Food shows: 5 tips for success

TradeShowTips

If you’re like many food companies, trade shows are an important part of your marketing mix. Make sure you’re getting the maximum value for your investment with these 5 easy tips:

1. Plan for success

Trade shows are a marketing tactic, no different from an email or ad campaign. Yet many marketers are vigilant about setting objectives and success metrics for other tactics, but invest thousands of dollars in trade shows with no specific goals or follow-up plan. Prior to the show, determine what outcomes you’re hoping to achieve, and make sure to align your resources accordingly.

2. Less is more messaging

On average, you have about 3 seconds to capture an attendee’s interest. Be concise with your messaging to ensure they can quickly surmise your unique offerings and value proposition.

3. Be relevant

By adopting a “one-size-fits-all” approach to food shows, you’re missing an opportunity to tailor your messaging to each audience. For example, the needs of a K-12 operator are much different than a pizzeria owner.
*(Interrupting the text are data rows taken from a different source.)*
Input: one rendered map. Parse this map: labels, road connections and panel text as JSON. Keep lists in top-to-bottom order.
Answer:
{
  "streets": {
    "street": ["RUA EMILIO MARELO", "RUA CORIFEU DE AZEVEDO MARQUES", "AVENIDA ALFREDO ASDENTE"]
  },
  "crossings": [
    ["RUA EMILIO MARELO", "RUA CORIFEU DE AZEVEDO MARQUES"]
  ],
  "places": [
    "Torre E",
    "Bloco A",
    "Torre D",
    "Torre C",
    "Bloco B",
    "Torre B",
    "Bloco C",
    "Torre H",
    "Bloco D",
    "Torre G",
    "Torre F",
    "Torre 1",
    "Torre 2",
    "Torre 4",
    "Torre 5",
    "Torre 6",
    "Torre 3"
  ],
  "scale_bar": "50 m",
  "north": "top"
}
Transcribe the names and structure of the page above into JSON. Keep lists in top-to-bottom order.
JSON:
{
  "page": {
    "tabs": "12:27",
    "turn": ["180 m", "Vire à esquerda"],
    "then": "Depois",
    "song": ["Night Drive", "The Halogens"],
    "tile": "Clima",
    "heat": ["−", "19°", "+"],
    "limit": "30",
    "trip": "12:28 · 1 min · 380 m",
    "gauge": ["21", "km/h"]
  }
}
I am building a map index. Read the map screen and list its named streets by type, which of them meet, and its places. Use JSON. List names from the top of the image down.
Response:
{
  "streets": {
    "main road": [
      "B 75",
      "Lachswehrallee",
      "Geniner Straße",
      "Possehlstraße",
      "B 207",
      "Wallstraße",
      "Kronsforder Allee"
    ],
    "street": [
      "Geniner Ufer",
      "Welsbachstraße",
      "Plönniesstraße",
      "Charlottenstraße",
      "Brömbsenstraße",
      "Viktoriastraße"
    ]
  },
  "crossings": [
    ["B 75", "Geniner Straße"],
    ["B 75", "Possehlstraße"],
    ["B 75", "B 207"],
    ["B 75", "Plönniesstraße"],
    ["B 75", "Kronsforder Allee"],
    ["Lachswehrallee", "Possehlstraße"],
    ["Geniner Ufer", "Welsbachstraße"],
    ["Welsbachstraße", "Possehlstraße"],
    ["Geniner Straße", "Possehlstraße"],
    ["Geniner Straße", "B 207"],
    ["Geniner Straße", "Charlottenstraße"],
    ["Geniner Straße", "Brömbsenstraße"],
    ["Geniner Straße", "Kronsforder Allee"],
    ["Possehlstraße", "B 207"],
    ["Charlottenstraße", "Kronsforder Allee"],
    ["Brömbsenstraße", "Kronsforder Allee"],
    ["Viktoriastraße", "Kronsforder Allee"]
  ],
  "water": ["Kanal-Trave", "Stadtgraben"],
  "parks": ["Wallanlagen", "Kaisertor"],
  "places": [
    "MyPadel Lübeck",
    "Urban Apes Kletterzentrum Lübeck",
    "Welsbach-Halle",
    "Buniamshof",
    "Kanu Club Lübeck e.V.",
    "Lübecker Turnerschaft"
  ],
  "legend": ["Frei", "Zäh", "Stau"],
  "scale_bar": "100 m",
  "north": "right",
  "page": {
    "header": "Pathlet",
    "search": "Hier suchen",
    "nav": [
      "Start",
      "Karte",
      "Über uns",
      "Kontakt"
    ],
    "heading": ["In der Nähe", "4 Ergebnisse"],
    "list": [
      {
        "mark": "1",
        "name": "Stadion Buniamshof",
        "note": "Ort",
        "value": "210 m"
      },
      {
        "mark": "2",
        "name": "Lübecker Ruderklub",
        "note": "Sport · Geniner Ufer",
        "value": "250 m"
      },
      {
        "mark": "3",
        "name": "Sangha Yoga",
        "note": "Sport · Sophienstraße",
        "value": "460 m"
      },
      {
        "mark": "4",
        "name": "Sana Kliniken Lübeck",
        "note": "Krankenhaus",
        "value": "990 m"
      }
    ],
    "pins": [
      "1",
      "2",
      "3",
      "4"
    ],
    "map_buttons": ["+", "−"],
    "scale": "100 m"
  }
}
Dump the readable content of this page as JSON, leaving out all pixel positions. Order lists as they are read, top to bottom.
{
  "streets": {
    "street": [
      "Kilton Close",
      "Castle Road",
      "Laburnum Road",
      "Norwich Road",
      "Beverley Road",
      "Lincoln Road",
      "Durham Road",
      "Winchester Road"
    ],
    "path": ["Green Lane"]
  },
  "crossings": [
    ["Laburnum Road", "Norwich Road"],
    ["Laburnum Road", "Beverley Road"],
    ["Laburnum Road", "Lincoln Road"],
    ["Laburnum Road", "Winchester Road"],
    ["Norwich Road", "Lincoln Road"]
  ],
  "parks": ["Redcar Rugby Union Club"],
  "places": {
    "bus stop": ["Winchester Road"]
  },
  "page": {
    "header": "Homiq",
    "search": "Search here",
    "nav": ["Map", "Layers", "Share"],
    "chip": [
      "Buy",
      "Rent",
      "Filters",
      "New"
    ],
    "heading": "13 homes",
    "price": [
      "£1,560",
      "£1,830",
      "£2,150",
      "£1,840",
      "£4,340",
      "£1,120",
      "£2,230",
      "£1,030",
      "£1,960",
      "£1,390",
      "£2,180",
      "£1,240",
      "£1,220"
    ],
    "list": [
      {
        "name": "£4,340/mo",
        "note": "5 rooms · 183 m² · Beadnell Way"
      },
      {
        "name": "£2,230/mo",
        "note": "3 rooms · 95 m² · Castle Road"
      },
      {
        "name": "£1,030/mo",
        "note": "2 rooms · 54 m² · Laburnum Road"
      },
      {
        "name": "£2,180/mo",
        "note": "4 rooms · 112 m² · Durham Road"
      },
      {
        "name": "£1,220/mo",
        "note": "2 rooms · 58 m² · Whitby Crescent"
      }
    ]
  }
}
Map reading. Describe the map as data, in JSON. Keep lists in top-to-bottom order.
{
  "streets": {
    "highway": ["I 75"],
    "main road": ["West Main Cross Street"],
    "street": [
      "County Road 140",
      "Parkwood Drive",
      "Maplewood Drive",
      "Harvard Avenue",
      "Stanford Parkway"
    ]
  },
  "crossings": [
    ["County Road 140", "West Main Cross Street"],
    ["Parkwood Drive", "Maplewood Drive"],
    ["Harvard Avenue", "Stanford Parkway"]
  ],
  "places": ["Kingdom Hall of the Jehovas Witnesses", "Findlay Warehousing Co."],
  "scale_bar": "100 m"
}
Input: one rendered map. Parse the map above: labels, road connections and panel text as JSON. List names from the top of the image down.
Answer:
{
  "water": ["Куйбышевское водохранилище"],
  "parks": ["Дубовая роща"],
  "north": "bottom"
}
Demonstrate that you understand their challenges by engaging them with channel-specific language.

4. Make food appetizing

If you’re sampling food or using it as part of your display, make sure it’s delicious and appetizing. Attendees have the opportunity to taste a lot of items at food shows – and they’re judicious about which ones to choose. Make sure they don’t pass yours by.

5. Be approachable

Your booth staff is representing your brand to attendees, so make sure you’re choosing your most friendly, engaging team members. Avoid overstaffing your booth to ensure attendees feel welcomed but not ambushed.

What have been your tips for success at food shows? We’d love to hear from you. If you need help with your next trade show, contact anita@infoodmktg.com.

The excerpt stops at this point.